In the data below, find every line that has the string "Serialize", and copy it.

- Data extracts -
▬▬▬

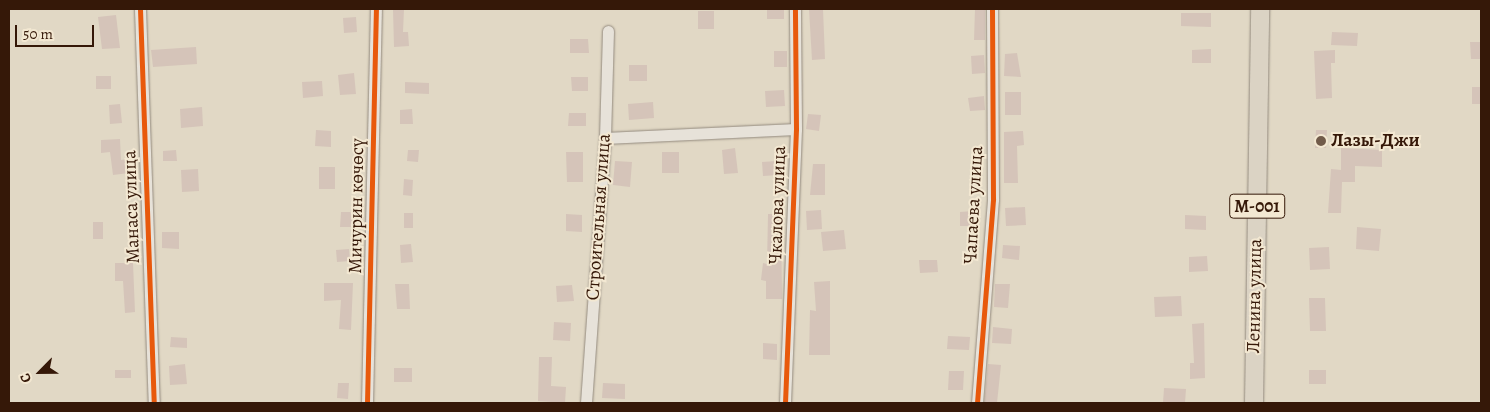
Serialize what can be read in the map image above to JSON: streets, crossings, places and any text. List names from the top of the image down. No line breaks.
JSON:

▬▬▬

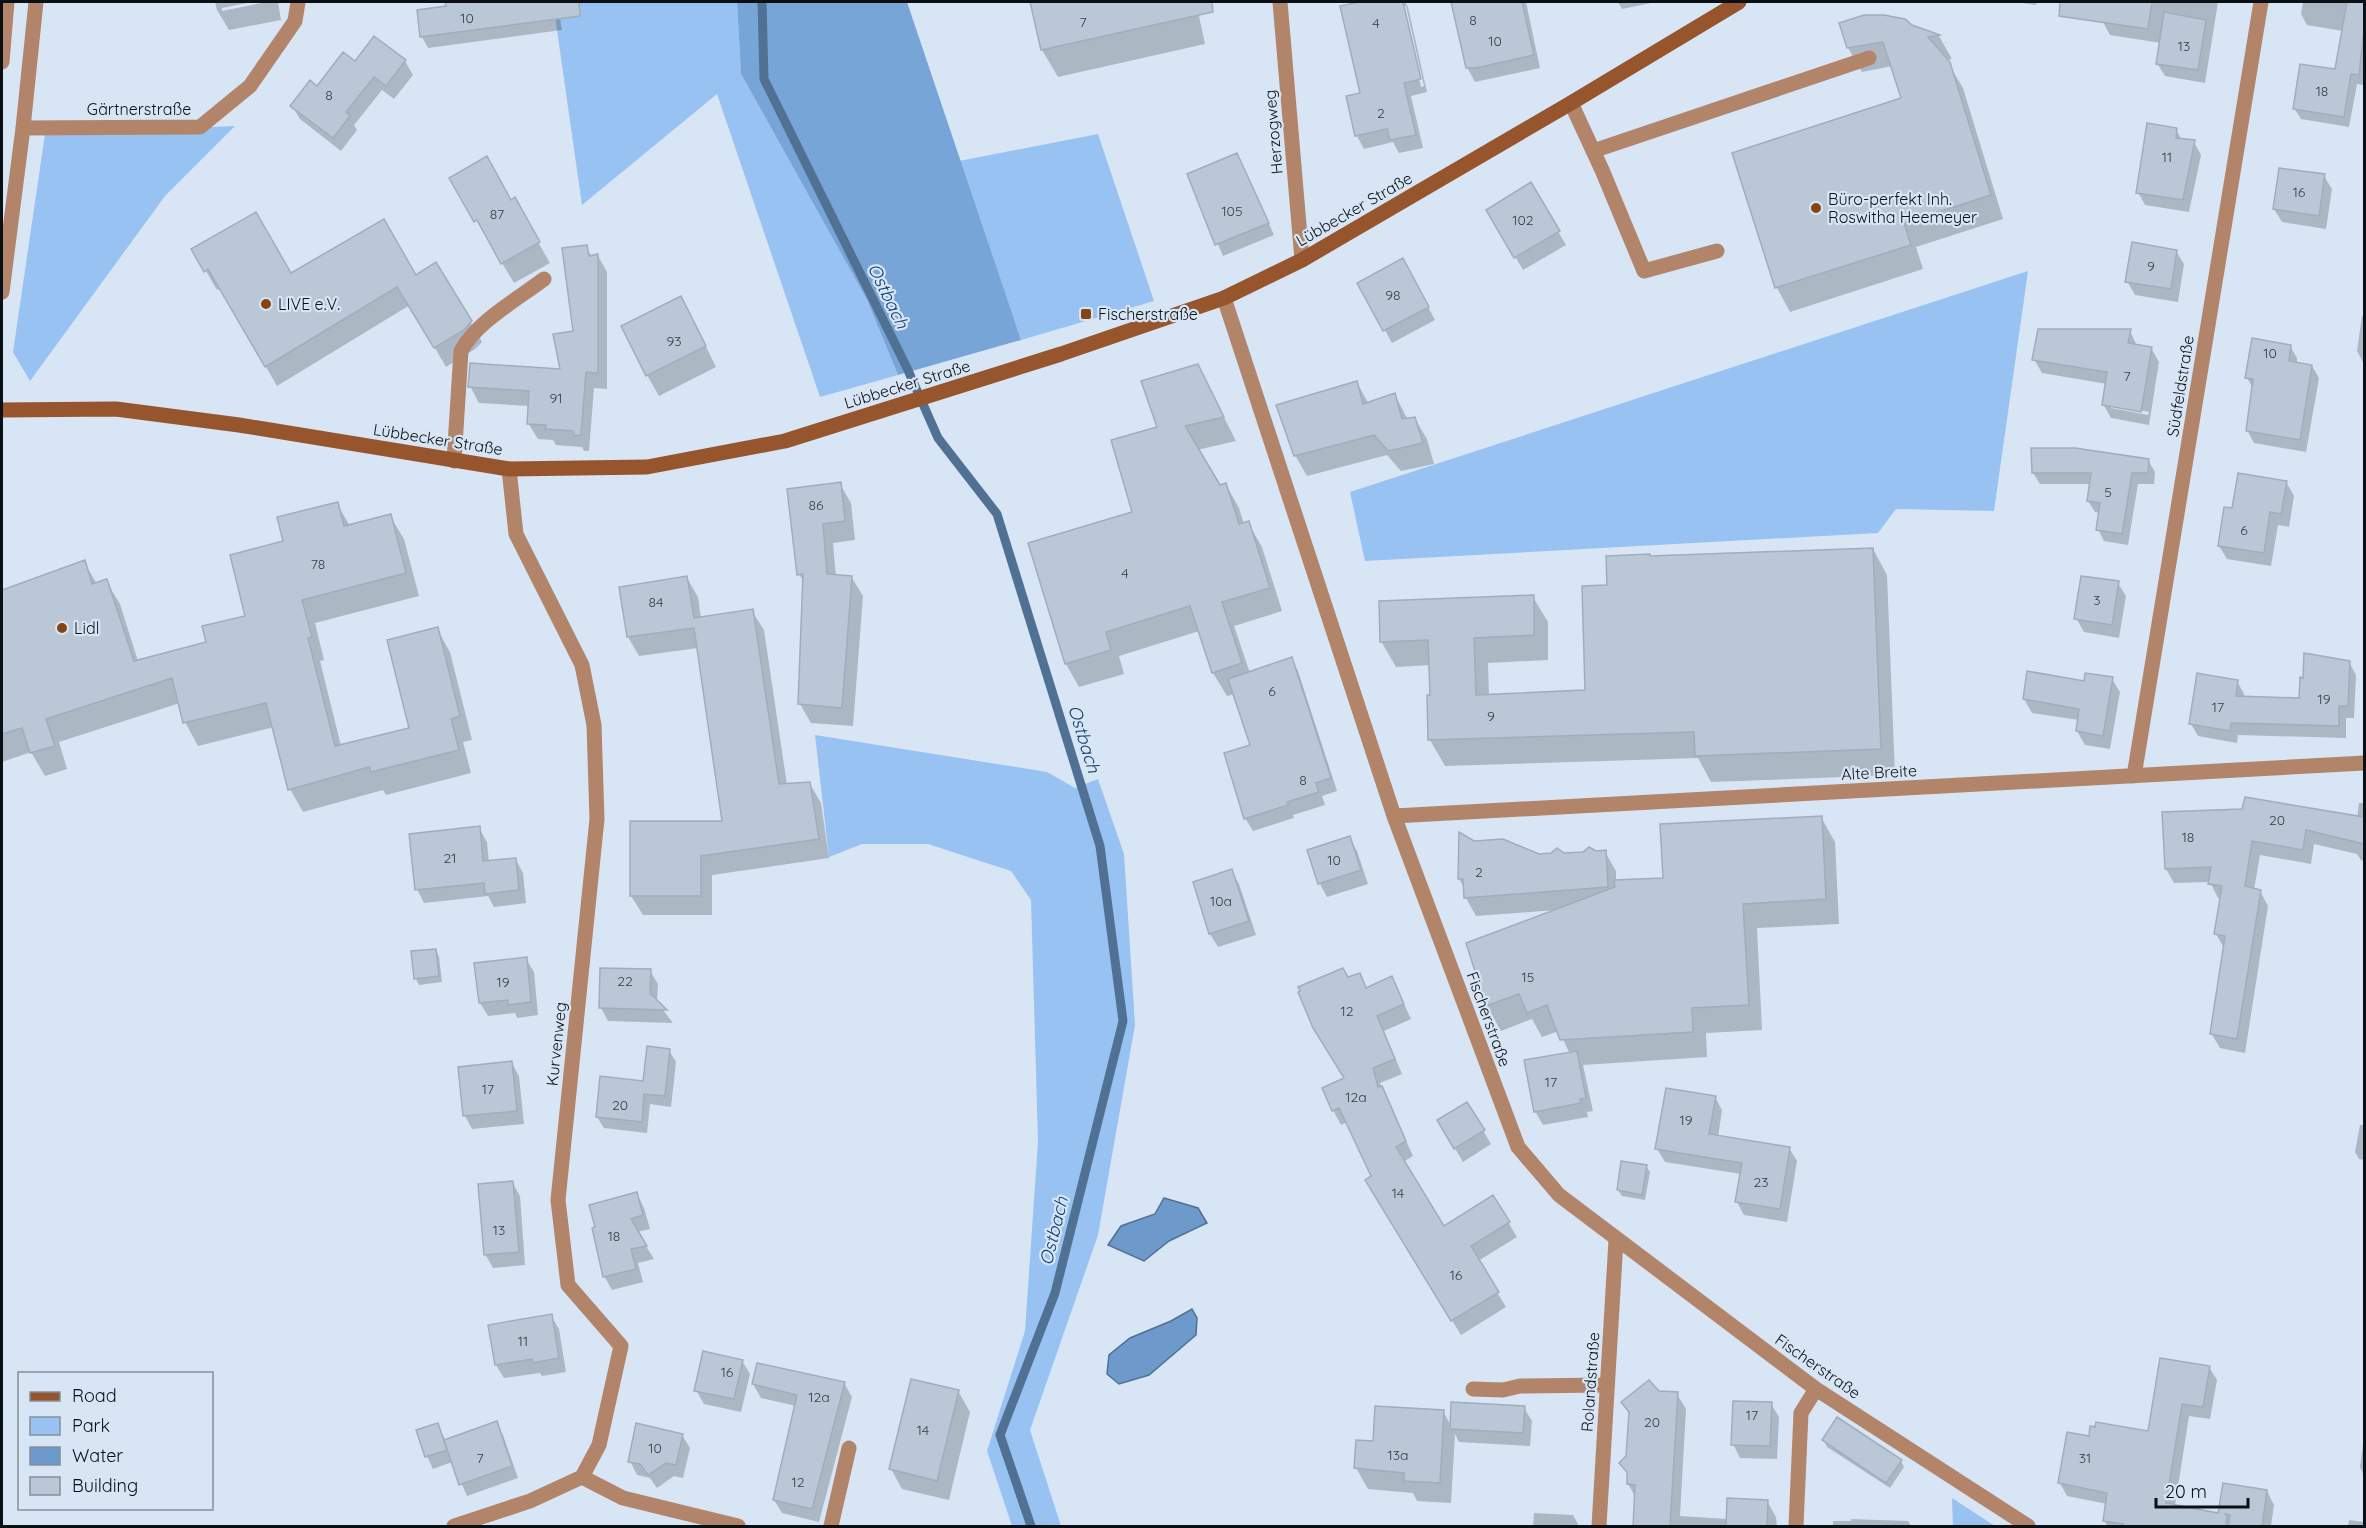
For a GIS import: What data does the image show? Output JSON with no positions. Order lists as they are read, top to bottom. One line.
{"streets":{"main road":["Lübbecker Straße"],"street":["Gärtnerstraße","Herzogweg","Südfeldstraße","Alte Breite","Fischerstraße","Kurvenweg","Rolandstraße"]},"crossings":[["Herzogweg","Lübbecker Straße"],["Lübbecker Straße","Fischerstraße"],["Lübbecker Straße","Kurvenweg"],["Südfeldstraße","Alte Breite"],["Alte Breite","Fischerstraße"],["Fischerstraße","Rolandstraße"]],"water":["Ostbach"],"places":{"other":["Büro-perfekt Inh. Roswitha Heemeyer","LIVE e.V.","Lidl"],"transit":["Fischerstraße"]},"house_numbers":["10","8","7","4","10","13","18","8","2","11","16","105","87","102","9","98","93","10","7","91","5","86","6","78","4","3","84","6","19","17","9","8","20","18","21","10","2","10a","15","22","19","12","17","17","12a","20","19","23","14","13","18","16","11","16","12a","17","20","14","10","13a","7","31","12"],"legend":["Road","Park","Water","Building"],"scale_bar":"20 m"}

▬▬▬

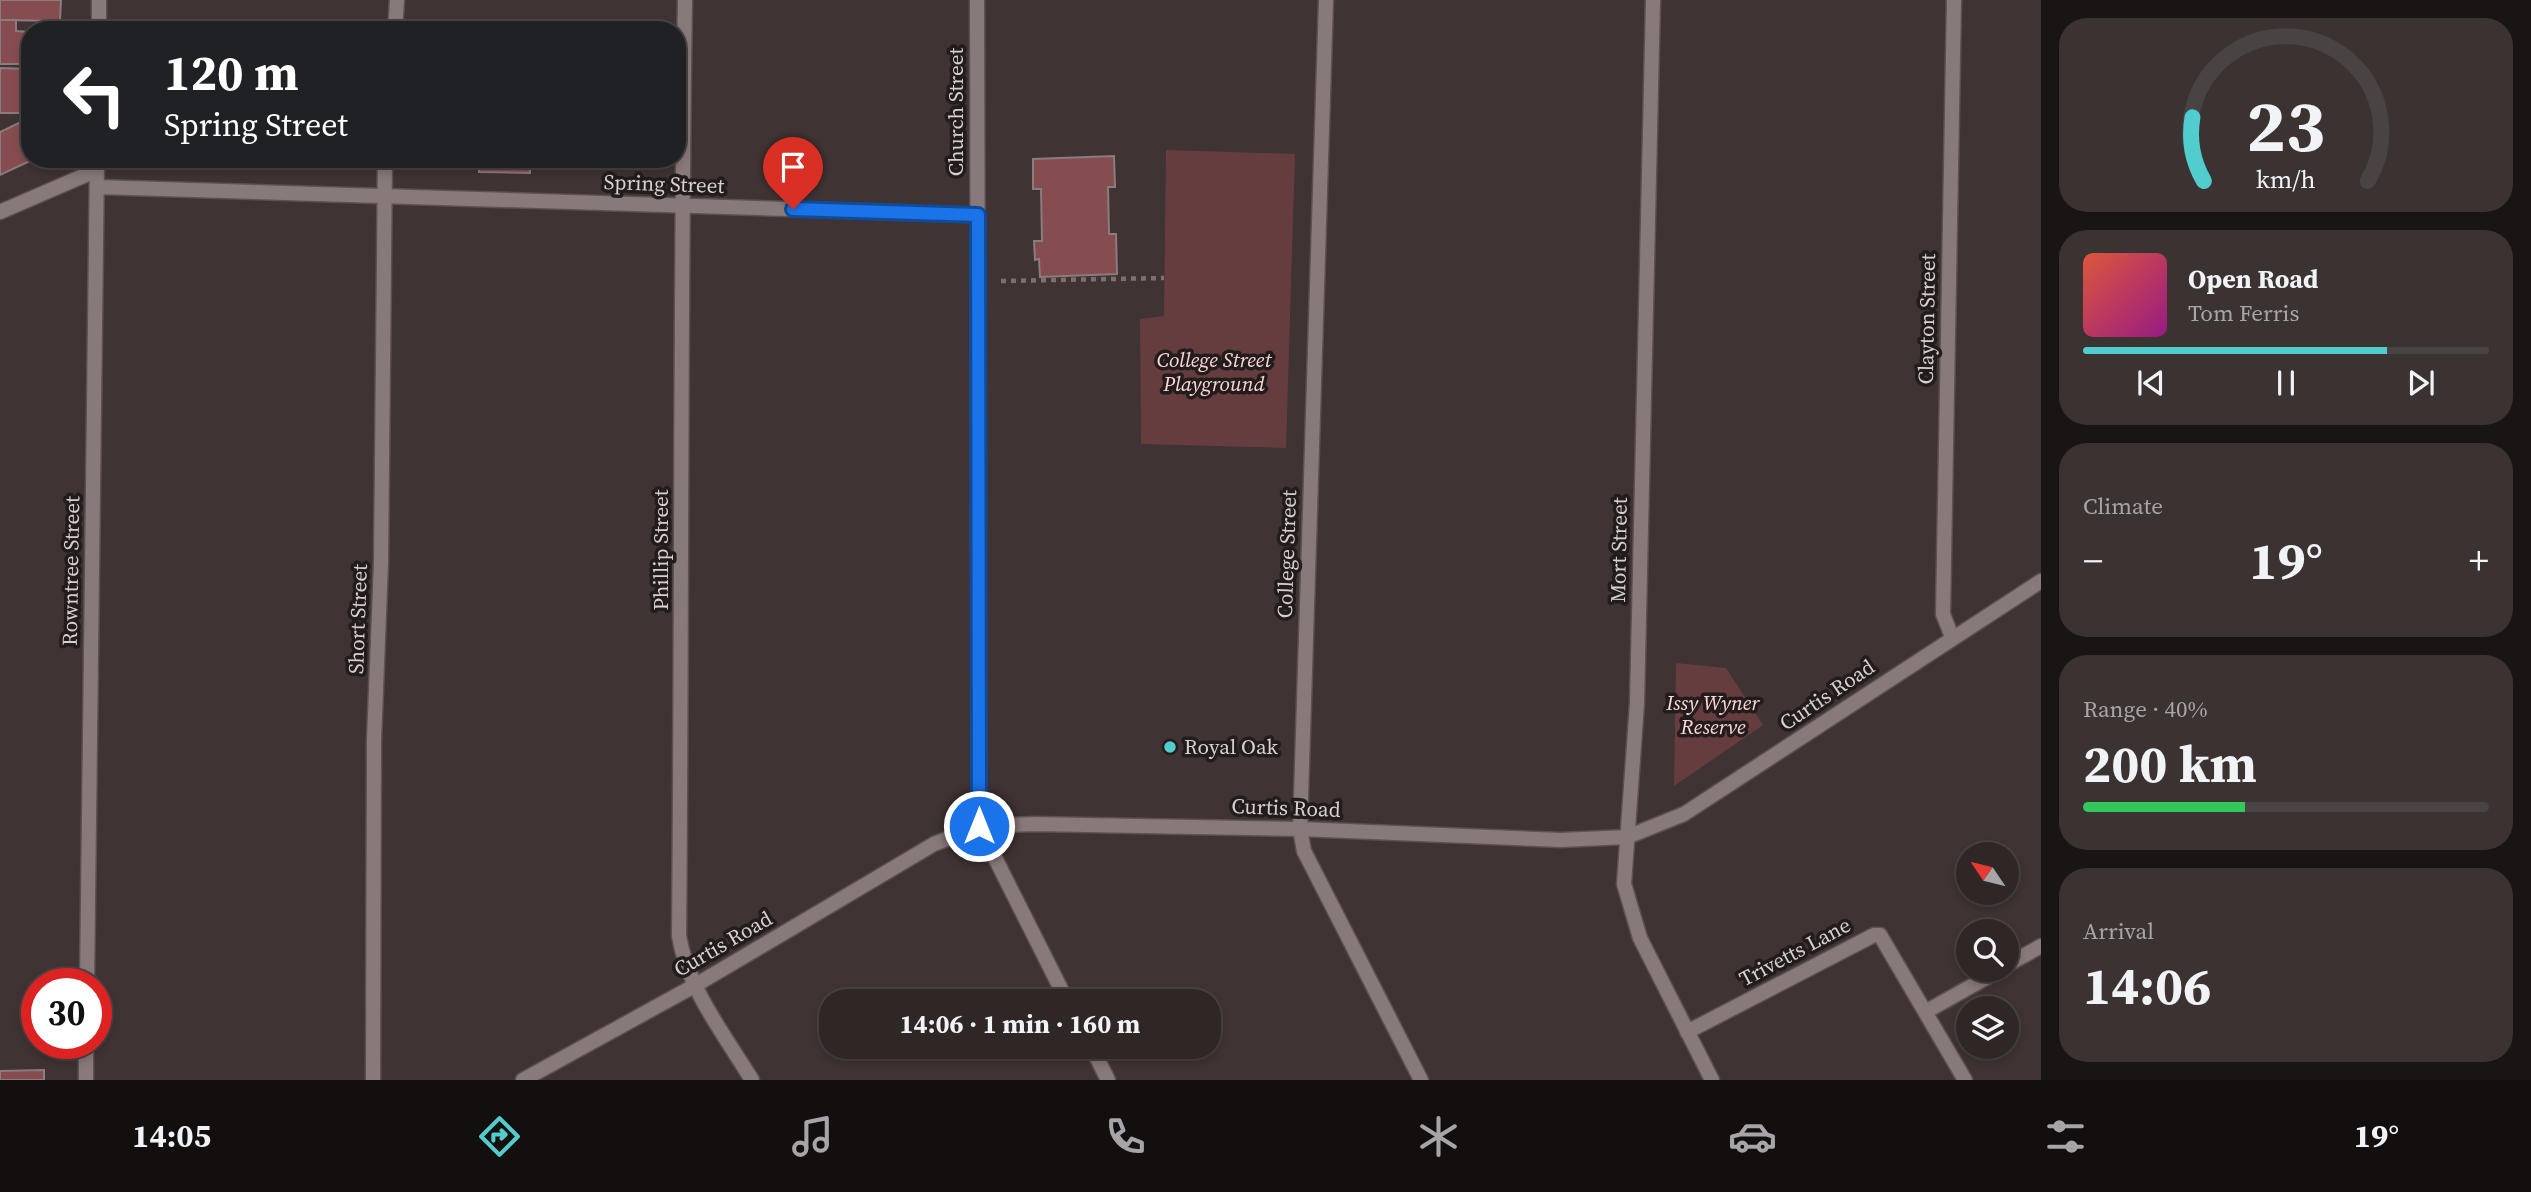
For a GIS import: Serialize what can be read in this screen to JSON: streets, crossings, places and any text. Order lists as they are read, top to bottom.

▬▬▬

- Response below -
Serialize what can be read in the map image above to JSON: streets, crossings, places and any text. List names from the top of the image down. No line breaks.
For a GIS import: Serialize what can be read in this screen to JSON: streets, crossings, places and any text. Order lists as they are read, top to bottom.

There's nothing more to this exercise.